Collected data
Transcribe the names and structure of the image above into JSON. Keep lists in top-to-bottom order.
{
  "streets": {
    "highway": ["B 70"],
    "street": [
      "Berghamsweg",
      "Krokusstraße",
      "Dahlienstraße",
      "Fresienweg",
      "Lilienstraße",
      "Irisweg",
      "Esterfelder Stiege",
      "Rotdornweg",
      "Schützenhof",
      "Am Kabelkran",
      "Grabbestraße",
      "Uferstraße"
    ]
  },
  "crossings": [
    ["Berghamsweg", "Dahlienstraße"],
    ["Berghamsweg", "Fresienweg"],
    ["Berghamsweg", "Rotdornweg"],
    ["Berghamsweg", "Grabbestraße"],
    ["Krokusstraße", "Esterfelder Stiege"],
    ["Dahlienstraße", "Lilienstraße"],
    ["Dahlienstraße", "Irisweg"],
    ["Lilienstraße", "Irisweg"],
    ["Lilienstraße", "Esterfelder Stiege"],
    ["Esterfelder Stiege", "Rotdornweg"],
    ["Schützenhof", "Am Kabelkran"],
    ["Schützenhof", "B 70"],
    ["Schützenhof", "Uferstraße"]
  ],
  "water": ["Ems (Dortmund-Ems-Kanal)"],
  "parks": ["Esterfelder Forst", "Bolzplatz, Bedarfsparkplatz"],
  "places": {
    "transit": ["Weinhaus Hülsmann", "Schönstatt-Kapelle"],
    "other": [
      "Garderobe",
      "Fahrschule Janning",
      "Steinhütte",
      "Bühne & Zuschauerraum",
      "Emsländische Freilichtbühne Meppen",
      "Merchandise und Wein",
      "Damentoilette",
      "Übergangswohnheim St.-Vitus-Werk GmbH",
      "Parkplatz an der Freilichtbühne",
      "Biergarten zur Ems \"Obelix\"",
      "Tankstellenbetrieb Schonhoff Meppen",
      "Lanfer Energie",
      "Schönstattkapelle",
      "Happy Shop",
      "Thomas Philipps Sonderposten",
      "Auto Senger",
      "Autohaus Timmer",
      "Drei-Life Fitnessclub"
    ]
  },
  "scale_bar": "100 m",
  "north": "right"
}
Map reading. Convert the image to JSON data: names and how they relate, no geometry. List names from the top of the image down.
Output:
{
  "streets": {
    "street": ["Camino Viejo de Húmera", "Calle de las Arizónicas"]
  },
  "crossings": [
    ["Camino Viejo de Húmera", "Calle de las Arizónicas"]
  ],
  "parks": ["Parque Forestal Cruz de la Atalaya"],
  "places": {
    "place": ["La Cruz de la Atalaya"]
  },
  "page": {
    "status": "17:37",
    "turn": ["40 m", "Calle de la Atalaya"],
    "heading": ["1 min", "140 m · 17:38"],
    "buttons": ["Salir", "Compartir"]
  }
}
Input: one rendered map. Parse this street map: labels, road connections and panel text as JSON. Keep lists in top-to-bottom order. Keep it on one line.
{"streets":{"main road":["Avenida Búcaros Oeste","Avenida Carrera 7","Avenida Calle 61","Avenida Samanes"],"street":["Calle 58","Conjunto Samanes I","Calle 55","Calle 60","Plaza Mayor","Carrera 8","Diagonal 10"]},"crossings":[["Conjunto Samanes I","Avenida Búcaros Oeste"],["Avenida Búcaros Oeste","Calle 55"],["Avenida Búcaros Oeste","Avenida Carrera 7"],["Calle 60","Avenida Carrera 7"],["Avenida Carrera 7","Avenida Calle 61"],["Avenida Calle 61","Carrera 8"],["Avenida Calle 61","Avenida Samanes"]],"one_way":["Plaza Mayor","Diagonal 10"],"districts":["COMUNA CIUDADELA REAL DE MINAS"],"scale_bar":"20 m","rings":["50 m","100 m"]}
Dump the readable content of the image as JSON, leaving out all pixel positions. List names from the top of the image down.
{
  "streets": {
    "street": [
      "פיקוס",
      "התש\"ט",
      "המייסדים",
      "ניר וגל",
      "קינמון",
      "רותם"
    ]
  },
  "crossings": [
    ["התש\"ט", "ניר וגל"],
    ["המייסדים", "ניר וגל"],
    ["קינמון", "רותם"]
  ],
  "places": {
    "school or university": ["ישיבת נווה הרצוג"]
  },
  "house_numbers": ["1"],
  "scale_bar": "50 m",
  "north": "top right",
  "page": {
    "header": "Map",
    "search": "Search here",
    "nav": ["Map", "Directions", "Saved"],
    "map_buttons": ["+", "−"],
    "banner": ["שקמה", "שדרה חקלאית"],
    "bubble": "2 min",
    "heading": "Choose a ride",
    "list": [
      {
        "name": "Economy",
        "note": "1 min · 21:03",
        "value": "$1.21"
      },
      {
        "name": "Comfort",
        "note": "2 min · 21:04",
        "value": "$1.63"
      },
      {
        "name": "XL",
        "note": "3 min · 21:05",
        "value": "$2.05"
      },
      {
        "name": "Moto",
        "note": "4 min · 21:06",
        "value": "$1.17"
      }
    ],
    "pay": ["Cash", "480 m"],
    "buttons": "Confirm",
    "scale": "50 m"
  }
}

▸ WHAT YOU ARE ASKED TO DO:
Your reply should be an exact copy of every line from the line with "Dump the readable" through the final line of the data, and nothing more.

▸ EXERCISE ANSWER:
Dump the readable content of the image as JSON, leaving out all pixel positions. List names from the top of the image down.
{
  "streets": {
    "street": [
      "פיקוס",
      "התש\"ט",
      "המייסדים",
      "ניר וגל",
      "קינמון",
      "רותם"
    ]
  },
  "crossings": [
    ["התש\"ט", "ניר וגל"],
    ["המייסדים", "ניר וגל"],
    ["קינמון", "רותם"]
  ],
  "places": {
    "school or university": ["ישיבת נווה הרצוג"]
  },
  "house_numbers": ["1"],
  "scale_bar": "50 m",
  "north": "top right",
  "page": {
    "header": "Map",
    "search": "Search here",
    "nav": ["Map", "Directions", "Saved"],
    "map_buttons": ["+", "−"],
    "banner": ["שקמה", "שדרה חקלאית"],
    "bubble": "2 min",
    "heading": "Choose a ride",
    "list": [
      {
        "name": "Economy",
        "note": "1 min · 21:03",
        "value": "$1.21"
      },
      {
        "name": "Comfort",
        "note": "2 min · 21:04",
        "value": "$1.63"
      },
      {
        "name": "XL",
        "note": "3 min · 21:05",
        "value": "$2.05"
      },
      {
        "name": "Moto",
        "note": "4 min · 21:06",
        "value": "$1.17"
      }
    ],
    "pay": ["Cash", "480 m"],
    "buttons": "Confirm",
    "scale": "50 m"
  }
}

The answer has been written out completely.